- [Provided data]

((

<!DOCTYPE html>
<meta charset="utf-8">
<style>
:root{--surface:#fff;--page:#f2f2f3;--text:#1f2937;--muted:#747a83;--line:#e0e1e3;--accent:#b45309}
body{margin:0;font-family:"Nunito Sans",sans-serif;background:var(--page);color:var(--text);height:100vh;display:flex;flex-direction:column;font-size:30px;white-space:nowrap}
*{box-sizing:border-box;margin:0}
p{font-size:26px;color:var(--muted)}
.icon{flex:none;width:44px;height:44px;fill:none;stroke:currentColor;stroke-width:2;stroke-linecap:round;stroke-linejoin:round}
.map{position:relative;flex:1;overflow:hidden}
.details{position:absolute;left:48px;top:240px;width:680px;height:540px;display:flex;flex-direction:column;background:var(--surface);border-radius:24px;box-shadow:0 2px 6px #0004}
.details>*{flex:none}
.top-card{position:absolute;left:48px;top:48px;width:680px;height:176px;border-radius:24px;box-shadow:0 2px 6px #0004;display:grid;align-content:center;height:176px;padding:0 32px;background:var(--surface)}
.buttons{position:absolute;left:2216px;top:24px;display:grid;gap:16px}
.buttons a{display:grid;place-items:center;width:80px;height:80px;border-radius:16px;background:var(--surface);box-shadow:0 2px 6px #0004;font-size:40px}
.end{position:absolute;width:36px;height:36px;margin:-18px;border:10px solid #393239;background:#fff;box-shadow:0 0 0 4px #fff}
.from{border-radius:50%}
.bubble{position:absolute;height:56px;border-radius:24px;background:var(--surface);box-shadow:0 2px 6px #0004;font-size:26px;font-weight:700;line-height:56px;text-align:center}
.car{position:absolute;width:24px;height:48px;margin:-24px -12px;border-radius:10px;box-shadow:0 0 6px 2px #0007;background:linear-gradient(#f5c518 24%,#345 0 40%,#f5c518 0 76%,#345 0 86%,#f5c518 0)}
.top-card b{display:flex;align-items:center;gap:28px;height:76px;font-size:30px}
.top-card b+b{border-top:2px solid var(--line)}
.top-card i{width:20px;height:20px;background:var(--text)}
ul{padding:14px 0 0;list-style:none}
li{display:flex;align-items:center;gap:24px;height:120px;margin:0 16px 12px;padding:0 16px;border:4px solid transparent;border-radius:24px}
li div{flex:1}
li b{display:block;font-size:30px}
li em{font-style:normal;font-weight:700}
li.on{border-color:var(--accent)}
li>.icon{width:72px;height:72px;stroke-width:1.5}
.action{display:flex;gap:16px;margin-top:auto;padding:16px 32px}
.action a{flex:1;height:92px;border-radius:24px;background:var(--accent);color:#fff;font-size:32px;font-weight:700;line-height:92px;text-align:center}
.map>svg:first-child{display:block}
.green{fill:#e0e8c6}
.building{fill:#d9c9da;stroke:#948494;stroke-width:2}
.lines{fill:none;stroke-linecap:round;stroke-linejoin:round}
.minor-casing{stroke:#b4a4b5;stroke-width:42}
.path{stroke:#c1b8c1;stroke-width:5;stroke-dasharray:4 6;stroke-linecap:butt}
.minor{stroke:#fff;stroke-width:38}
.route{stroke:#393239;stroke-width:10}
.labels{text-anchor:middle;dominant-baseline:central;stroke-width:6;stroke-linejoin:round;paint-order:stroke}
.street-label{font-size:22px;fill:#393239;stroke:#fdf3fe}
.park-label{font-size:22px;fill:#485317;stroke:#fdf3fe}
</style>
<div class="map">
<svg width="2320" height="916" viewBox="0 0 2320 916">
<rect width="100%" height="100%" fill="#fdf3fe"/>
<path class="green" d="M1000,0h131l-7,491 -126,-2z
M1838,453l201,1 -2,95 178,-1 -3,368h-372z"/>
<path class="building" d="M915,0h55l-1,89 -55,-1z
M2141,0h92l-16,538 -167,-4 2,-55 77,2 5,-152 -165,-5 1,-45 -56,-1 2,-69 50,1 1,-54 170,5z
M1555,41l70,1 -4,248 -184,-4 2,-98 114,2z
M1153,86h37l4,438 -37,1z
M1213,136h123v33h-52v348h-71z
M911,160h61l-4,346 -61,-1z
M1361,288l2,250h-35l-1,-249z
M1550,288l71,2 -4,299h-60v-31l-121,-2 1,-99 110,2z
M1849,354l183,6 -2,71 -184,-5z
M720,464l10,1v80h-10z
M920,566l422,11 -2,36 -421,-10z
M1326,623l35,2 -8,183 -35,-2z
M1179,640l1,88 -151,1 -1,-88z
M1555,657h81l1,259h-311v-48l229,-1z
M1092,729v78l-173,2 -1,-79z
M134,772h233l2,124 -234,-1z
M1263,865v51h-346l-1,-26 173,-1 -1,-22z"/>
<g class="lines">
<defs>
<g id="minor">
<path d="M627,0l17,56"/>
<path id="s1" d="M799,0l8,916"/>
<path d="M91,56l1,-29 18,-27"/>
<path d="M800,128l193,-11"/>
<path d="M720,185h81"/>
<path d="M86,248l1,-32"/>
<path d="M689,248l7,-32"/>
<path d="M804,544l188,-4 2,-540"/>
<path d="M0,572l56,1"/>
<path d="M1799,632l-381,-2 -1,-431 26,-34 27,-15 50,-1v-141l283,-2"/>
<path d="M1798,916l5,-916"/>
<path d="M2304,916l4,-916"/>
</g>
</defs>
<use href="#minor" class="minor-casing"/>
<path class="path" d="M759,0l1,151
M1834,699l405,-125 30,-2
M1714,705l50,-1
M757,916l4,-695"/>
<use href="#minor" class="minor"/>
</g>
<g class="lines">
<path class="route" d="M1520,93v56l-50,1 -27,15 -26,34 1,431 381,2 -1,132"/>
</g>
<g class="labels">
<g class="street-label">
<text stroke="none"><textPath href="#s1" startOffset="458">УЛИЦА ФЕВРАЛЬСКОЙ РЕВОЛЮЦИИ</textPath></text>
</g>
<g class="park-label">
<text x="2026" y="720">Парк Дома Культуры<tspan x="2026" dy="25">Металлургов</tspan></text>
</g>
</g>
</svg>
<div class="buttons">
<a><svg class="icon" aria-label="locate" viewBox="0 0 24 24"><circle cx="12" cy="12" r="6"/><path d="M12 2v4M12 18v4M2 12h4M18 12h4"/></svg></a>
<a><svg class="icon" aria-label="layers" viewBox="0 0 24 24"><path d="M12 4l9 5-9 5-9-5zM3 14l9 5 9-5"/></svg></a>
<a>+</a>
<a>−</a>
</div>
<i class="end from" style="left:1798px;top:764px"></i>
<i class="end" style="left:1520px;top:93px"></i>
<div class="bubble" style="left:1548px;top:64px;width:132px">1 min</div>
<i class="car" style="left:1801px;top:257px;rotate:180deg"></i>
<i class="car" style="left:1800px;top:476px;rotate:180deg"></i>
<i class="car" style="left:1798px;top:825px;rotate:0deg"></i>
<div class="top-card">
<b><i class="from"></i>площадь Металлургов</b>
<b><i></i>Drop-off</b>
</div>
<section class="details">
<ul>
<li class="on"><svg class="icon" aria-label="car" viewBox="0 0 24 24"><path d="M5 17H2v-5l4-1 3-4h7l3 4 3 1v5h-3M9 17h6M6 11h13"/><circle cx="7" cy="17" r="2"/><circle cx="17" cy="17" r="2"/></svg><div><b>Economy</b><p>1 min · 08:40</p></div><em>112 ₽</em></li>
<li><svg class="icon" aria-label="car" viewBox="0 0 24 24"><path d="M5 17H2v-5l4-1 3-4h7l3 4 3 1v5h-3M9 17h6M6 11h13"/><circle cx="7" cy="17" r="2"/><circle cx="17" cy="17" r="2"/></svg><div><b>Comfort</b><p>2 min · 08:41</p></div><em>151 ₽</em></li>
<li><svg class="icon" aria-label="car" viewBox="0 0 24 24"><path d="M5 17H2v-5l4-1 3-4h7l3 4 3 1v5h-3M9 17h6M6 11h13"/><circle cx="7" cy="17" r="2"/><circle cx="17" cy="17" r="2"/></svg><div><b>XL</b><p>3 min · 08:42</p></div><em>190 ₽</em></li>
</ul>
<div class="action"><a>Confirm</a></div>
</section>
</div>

))

- [Work order] If a line of the listing above contains "bubble", pick it out and copy it.

- [Answer for the task]
.bubble{position:absolute;height:56px;border-radius:24px;background:var(--surface);box-shadow:0 2px 6px #0004;font-size:26px;font-weight:700;line-height:56px;text-align:center}
<div class="bubble" style="left:1548px;top:64px;width:132px">1 min</div>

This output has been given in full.